▸ Problem requirements
Go through the listing below from its first line and repeat each line exactly, ending at the line containing "translate:-50% -50%; white-space:nowrap;" and including it.

▸ Records shown
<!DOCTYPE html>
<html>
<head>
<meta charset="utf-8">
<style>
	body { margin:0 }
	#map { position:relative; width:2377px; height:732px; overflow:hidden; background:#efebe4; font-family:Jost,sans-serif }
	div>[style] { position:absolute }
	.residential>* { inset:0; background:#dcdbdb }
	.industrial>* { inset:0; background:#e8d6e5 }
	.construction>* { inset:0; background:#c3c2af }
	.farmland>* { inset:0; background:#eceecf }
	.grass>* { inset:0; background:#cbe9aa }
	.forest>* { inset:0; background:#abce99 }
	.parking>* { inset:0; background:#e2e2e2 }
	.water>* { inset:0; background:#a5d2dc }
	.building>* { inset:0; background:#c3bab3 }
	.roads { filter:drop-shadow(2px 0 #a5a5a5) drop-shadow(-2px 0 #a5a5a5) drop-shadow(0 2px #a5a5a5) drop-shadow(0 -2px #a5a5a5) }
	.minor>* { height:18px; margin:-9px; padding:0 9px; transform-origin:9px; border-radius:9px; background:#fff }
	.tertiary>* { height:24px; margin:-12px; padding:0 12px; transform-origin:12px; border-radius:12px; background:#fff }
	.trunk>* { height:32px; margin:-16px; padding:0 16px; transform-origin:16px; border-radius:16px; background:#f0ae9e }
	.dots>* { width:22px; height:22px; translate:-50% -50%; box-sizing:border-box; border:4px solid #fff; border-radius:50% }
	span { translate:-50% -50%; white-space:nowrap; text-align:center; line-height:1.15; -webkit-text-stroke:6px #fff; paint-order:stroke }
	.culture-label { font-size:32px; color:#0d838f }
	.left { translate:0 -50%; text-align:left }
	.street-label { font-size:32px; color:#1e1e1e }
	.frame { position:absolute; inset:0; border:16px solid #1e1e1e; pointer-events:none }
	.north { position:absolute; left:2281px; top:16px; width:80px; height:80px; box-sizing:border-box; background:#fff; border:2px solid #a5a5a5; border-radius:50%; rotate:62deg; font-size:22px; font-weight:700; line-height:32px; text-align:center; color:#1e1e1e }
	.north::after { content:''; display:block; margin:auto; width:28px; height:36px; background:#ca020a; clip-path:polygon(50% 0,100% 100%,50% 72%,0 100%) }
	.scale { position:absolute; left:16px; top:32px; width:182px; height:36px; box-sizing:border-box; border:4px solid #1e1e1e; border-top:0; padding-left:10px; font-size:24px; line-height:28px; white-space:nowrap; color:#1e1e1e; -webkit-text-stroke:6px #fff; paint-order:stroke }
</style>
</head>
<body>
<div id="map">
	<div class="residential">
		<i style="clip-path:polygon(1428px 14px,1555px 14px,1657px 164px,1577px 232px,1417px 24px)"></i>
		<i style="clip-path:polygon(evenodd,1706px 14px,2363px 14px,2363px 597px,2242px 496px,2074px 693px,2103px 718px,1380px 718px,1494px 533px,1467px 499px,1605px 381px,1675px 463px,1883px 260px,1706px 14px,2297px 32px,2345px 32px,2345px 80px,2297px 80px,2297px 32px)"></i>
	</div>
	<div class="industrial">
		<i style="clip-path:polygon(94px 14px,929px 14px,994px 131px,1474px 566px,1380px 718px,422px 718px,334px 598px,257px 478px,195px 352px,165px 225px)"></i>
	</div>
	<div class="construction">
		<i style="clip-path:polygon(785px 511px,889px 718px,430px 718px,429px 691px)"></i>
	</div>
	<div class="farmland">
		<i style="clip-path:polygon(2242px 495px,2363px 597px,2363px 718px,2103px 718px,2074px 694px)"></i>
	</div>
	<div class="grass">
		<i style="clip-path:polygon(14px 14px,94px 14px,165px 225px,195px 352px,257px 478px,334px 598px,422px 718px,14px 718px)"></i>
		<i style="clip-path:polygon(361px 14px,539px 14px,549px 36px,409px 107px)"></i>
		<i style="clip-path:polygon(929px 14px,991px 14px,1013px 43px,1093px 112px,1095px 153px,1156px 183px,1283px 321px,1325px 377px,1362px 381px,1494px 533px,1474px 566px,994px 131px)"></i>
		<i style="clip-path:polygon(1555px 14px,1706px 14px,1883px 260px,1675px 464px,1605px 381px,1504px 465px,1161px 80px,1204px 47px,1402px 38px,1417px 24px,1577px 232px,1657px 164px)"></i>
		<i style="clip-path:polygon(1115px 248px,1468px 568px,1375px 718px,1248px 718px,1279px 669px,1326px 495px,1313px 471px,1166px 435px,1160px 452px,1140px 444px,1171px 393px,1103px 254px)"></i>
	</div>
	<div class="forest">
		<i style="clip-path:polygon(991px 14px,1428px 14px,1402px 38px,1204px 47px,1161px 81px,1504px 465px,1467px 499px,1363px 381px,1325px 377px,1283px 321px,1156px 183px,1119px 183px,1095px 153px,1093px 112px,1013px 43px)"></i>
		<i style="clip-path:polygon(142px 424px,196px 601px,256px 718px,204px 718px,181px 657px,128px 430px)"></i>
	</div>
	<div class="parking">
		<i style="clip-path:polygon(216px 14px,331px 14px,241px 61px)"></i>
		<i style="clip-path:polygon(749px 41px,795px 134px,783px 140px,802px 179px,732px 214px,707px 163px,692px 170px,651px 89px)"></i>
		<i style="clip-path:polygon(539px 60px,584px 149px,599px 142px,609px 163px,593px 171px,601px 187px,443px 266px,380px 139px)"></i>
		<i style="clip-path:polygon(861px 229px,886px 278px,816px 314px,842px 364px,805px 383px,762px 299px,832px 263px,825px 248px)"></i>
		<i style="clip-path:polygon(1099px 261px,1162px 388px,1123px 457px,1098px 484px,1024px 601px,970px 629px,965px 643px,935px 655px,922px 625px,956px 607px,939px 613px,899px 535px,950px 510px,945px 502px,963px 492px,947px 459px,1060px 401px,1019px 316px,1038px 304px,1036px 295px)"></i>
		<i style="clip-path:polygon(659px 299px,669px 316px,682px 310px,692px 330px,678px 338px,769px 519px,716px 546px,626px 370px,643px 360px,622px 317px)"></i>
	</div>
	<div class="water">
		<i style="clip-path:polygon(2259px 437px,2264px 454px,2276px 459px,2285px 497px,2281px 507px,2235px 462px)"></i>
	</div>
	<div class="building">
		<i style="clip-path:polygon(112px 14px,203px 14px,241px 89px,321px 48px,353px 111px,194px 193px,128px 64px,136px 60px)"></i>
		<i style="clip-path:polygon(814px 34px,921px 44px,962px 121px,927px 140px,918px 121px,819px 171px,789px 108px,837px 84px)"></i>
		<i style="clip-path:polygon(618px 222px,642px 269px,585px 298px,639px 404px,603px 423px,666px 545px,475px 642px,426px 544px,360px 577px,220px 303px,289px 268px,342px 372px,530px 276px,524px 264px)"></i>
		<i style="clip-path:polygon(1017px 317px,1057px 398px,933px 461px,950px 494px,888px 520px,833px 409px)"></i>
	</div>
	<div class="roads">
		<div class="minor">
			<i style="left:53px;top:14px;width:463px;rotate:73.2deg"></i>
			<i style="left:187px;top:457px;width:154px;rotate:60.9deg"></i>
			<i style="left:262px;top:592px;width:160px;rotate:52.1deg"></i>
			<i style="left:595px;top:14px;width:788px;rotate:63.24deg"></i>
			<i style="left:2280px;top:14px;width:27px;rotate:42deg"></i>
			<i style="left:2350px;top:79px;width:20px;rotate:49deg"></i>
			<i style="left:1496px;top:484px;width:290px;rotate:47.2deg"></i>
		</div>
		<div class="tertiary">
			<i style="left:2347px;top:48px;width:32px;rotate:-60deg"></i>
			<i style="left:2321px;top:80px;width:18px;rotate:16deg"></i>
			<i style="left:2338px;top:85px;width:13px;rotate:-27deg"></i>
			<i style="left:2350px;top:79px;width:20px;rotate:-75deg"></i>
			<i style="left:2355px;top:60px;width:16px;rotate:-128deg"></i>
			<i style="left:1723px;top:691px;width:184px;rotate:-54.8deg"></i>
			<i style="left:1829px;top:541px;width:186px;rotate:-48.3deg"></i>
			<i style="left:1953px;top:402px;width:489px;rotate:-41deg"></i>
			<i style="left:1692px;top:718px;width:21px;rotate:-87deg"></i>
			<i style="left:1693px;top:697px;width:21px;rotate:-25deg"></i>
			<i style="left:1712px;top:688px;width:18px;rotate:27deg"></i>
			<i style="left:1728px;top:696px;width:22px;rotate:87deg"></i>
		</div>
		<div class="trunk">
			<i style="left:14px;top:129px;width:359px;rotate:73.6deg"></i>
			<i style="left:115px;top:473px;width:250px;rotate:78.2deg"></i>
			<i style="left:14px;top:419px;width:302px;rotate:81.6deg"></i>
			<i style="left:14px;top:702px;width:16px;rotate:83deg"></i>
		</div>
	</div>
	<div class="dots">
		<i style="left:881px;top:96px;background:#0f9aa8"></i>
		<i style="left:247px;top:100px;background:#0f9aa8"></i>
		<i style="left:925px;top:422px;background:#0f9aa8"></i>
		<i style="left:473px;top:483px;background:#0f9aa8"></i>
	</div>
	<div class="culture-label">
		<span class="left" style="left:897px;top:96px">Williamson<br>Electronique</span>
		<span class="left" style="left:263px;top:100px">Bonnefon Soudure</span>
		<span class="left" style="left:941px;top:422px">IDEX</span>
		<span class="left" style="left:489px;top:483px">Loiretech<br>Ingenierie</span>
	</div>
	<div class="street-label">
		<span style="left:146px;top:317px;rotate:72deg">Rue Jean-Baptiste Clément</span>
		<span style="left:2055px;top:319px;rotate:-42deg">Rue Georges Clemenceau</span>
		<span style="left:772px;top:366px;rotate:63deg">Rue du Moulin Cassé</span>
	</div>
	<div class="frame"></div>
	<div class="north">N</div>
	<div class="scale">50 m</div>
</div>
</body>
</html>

▸ Your response
<!DOCTYPE html>
<html>
<head>
<meta charset="utf-8">
<style>
	body { margin:0 }
	#map { position:relative; width:2377px; height:732px; overflow:hidden; background:#efebe4; font-family:Jost,sans-serif }
	div>[style] { position:absolute }
	.residential>* { inset:0; background:#dcdbdb }
	.industrial>* { inset:0; background:#e8d6e5 }
	.construction>* { inset:0; background:#c3c2af }
	.farmland>* { inset:0; background:#eceecf }
	.grass>* { inset:0; background:#cbe9aa }
	.forest>* { inset:0; background:#abce99 }
	.parking>* { inset:0; background:#e2e2e2 }
	.water>* { inset:0; background:#a5d2dc }
	.building>* { inset:0; background:#c3bab3 }
	.roads { filter:drop-shadow(2px 0 #a5a5a5) drop-shadow(-2px 0 #a5a5a5) drop-shadow(0 2px #a5a5a5) drop-shadow(0 -2px #a5a5a5) }
	.minor>* { height:18px; margin:-9px; padding:0 9px; transform-origin:9px; border-radius:9px; background:#fff }
	.tertiary>* { height:24px; margin:-12px; padding:0 12px; transform-origin:12px; border-radius:12px; background:#fff }
	.trunk>* { height:32px; margin:-16px; padding:0 16px; transform-origin:16px; border-radius:16px; background:#f0ae9e }
	.dots>* { width:22px; height:22px; translate:-50% -50%; box-sizing:border-box; border:4px solid #fff; border-radius:50% }
	span { translate:-50% -50%; white-space:nowrap; text-align:center; line-height:1.15; -webkit-text-stroke:6px #fff; paint-order:stroke }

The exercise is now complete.